_Task brief_
If a line in the entries includes "stream", show that line.

_Provided information_

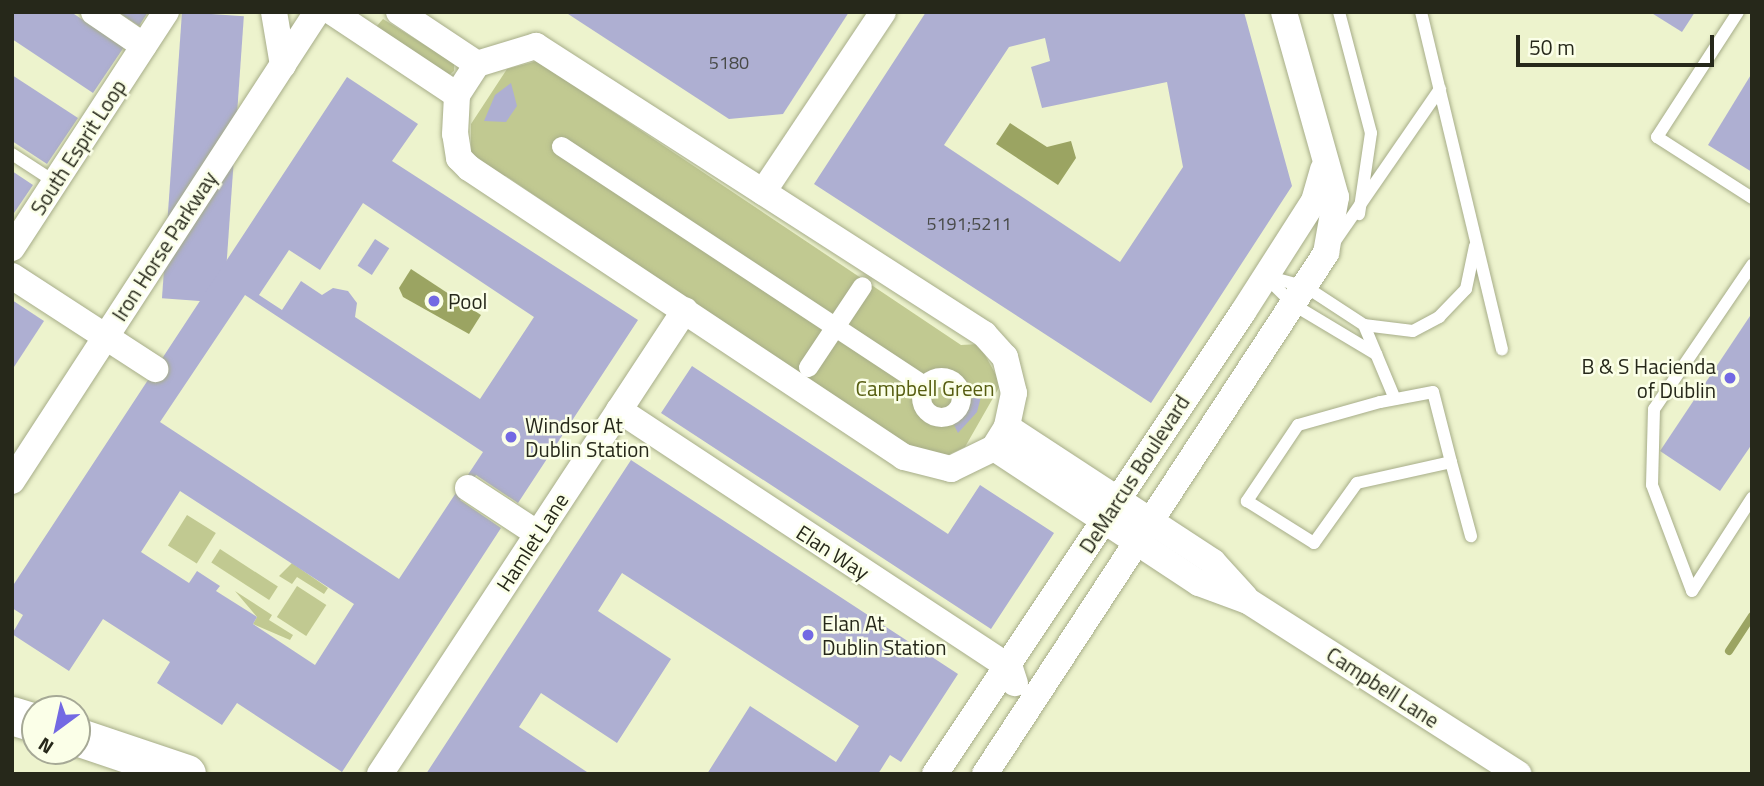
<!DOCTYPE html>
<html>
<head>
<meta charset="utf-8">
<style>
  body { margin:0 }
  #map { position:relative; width:1764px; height:786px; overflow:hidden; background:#edf3cd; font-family:"Titillium Web",sans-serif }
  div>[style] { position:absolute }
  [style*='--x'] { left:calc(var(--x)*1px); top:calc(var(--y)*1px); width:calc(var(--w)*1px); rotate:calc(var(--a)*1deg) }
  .green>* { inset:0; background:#c1c991; transform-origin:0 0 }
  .water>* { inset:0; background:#9ba462 }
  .stream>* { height:8px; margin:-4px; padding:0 4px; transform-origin:4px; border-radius:4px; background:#9ba462 }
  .building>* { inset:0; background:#aeafd2; transform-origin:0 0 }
  .roads { filter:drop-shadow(0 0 2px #a7ad89) drop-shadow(0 0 2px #a7ad89) }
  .service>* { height:12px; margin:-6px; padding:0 6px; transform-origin:6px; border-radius:6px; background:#fff }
  .pedestrian>* { height:19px; margin:-9.5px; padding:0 9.5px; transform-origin:9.5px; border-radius:9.5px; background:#fff }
  .pedestrian>.ring { margin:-9.5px; padding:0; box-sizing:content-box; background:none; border:19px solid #fff; border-radius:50% }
  .minor>* { height:26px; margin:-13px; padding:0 13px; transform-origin:13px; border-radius:13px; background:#fff }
  .primary>* { height:38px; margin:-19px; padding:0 19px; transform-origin:19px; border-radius:19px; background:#fff }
  .dots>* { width:19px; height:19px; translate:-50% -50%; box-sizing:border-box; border:4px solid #fbffe8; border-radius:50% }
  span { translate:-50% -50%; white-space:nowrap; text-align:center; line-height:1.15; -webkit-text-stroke:5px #fbffe8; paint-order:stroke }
  .number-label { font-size:18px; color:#484a48 }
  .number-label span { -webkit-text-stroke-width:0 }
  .street-label { font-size:21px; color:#26281a }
  .poi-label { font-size:21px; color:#26281a }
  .left { translate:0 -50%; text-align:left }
  .right { translate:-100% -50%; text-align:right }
  .park-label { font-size:21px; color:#565d10 }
  .frame { position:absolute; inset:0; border:14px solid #26281a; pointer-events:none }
  .north { position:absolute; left:21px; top:695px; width:70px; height:70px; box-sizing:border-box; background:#fbffe8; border:2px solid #a6a996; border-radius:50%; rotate:213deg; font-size:19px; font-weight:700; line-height:28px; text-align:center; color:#26281a }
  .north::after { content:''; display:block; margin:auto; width:24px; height:32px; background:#7369e3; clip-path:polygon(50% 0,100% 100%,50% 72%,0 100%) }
  .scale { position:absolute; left:1516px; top:35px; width:198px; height:32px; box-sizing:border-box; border:4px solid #26281a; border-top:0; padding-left:9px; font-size:21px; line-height:24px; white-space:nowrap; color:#26281a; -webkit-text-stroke:5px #fbffe8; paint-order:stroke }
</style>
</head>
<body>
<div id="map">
  <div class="green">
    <div style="clip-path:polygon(383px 19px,454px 63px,454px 71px,448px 76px,375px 28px)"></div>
    <div style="clip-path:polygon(537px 61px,961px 345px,979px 344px,1001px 384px,965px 447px,941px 458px,903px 444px,506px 176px,493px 178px,471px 152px,471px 124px,507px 69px)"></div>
    <div style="left:187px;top:515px;width:34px;height:36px;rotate:32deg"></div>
    <div style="left:220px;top:549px;width:69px;height:16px;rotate:33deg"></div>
    <div style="clip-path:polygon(292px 563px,328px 588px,324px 594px,297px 577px,292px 584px,279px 576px)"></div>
    <div style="left:297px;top:586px;width:35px;height:37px;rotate:33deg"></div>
    <div style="clip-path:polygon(235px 591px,272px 615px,269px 620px,293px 635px,290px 640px,253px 624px,257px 617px)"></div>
  </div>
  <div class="water">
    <div style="clip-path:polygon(1010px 123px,1047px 147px,1071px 141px,1076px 158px,1058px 185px,996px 144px)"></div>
    <div style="clip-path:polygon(411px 269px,481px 315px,469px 334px,403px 297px,399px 288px)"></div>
  </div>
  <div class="stream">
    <div style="--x:1729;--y:651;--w:42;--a:-56.7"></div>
  </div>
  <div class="building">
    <div style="clip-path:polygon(12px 12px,71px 12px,124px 47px,93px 93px,12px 39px)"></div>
    <div style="clip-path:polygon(118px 12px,148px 12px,139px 26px)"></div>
    <div style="left:182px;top:12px;width:62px;height:287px;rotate:4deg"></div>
    <div style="clip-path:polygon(565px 12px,849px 12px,783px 114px,729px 119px)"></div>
    <div style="clip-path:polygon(evenodd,926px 12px,1244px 12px,1292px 186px,1151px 403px,814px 184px,926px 12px,1045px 38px,1050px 61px,1031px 67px,1042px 108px,1167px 82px,1183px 167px,1120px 262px,944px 145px,1009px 47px,1045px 38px)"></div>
    <div style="clip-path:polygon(1650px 12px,1695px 12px,1682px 32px)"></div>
    <div style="clip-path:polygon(1752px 73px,1752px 172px,1708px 145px)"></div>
    <div style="clip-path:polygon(12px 75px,78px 118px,47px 164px,12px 141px)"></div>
    <div style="clip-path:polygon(evenodd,347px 77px,418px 124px,392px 161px,638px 320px,518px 503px,476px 475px,460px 500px,501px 528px,342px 772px,237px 703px,222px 725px,157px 683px,170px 662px,103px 619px,69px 671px,12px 634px,23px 615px,12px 608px,12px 587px,347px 77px,363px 203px,534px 317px,480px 399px,355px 317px,357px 303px,348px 291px,333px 288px,322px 295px,301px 281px,282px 310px,259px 295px,289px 250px,320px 270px,363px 203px,347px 77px,245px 295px,483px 452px,399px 579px,160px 422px,245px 295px,347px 77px,180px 491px,354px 604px,315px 665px,253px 624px,257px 617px,216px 591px,220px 586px,197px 571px,189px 583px,141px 552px,180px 491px)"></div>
    <div style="clip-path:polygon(511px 83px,517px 106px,506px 122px,484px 121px,495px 95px)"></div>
    <div style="clip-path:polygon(12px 171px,33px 185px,12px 216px)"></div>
    <div style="left:375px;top:239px;width:17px;height:32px;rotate:33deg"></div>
    <div style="clip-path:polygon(12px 300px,44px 321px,12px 370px)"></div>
    <div style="clip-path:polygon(1752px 313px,1752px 444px,1720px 491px,1660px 451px)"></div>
    <div style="clip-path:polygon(692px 366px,948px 534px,980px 485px,1054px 533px,991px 629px,661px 413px)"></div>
    <div style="clip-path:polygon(982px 393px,977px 412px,958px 433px,948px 413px,959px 397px)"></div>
    <div style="clip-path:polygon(631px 460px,958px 674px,901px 762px,890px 755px,878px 774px,707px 774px,750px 706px,836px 762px,859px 726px,622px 573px,598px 611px,671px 659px,617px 743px,541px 693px,519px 727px,590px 774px,426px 774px)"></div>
  </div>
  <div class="roads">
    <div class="service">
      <div style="--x:1339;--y:12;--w:125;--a:75.2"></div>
      <div style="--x:1371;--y:133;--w:82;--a:98.4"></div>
      <div style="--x:1421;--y:12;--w:347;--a:76.5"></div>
      <div style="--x:1738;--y:12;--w:149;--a:122.9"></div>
      <div style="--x:1657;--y:137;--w:113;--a:32.7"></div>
      <div style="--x:12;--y:154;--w:51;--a:33.1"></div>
      <div style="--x:1331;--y:247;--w:192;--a:-55.4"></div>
      <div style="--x:1752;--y:265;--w:174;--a:124.2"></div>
      <div style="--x:1654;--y:409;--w:76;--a:91.5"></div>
      <div style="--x:1652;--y:485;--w:113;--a:69.3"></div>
      <div style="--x:1692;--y:591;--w:111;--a:-57.2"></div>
      <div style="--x:1266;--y:276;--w:41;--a:15.4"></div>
      <div style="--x:1306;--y:287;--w:69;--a:33.2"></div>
      <div style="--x:1364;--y:325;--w:49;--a:7"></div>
      <div style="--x:1413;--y:331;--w:30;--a:-28"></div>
      <div style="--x:1439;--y:317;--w:39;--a:-46"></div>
      <div style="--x:1466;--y:289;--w:44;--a:-78.2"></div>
      <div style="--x:1266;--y:277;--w:40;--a:45"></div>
      <div style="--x:1294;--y:305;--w:96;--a:30.9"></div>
      <div style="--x:1364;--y:325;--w:80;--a:67.3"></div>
      <div style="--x:1451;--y:462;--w:72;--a:-104.4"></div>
      <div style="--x:1433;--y:392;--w:54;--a:169.3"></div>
      <div style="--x:1380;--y:402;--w:85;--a:164.3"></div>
      <div style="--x:1298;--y:425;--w:92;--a:123.9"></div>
      <div style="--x:1247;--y:501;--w:79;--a:32.1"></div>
      <div style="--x:1314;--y:543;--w:74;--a:-54.4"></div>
      <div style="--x:1357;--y:483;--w:96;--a:-12.6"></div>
      <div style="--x:1451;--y:462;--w:77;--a:74.9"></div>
    </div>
    <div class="pedestrian">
      <div style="--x:561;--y:146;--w:436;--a:33.4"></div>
      <div style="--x:808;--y:367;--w:97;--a:-56.3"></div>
      <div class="ring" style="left:921px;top:377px;width:21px;height:21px"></div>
    </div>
    <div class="minor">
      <div style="--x:94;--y:12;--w:60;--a:34.2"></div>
      <div style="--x:274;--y:12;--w:54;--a:80.4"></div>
      <div style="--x:332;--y:12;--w:150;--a:33.6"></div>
      <div style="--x:399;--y:12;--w:94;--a:33.7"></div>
      <div style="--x:536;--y:46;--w:533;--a:32.74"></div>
      <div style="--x:984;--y:334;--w:31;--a:48"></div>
      <div style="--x:1005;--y:357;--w:37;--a:76"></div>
      <div style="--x:1014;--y:393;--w:35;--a:102"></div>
      <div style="--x:1007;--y:427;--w:25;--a:122"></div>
      <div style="--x:994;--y:448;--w:48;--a:154"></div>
      <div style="--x:951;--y:469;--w:49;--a:-165.7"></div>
      <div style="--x:904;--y:457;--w:522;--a:-146.4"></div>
      <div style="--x:469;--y:168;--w:14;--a:-135"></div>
      <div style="--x:459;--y:158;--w:24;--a:-99"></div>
      <div style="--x:455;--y:134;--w:39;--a:-87"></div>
      <div style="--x:457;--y:95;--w:37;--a:-57"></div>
      <div style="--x:477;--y:64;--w:62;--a:-17"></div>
      <div style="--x:763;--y:192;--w:216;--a:-56.3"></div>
      <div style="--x:12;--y:248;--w:282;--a:-56.9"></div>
      <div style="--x:12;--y:276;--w:171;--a:33"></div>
      <div style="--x:619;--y:410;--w:468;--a:33.4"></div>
      <div style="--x:1010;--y:668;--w:16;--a:72"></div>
      <div style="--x:1007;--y:427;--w:246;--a:33.2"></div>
      <div style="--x:1213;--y:562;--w:47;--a:47.6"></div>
      <div style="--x:994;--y:448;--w:245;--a:33.4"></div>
      <div style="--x:1199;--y:583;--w:52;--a:20.2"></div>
      <div style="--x:1248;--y:601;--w:321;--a:32.6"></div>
      <div style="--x:12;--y:481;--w:559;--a:-56.96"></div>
      <div style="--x:468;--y:488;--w:84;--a:33.3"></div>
      <div style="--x:380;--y:774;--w:555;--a:-56.68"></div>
      <div style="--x:935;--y:774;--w:555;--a:-56.31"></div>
      <div style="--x:1243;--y:312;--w:132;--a:-57.4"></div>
      <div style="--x:1314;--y:201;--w:33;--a:-74"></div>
      <div style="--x:985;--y:774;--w:623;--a:-56.79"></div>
      <div style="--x:1326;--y:253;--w:57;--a:-79.9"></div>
      <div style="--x:1336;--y:197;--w:192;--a:-105.7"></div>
    </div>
    <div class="primary">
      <div style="--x:12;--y:716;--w:24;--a:17"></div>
      <div style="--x:77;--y:737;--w:116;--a:18.6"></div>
    </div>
  </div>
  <div class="dots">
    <div style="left:434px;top:301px;background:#7369e3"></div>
    <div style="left:1730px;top:378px;background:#7369e3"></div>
    <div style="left:511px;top:437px;background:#7369e3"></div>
    <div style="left:808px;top:635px;background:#7369e3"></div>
  </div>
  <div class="number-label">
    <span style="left:729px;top:63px">5180</span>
    <span style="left:969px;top:224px">5191;5211</span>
  </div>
  <div class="street-label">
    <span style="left:78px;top:147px;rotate:-57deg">South Esprit Loop</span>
    <span style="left:164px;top:246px;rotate:-57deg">Iron Horse Parkway</span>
    <span style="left:1134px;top:474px;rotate:-57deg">DeMarcus Boulevard</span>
    <span style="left:532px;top:542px;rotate:-57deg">Hamlet Lane</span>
    <span style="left:833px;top:552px;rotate:33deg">Elan Way</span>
    <span style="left:1383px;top:687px;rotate:33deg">Campbell Lane</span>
  </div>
  <div class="poi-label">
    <span class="left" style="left:448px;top:301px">Pool</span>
    <span class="right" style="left:1716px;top:378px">B &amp; S Hacienda<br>of Dublin</span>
    <span class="left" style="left:525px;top:437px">Windsor At<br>Dublin Station</span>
    <span class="left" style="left:822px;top:635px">Elan At<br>Dublin Station</span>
  </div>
  <div class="park-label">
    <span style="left:925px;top:388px">Campbell Green</span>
  </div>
  <div class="frame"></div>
  <div class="north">N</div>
  <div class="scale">50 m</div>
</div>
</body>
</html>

_Written answer_
  .stream>* { height:8px; margin:-4px; padding:0 4px; transform-origin:4px; border-radius:4px; background:#9ba462 }
  <div class="stream">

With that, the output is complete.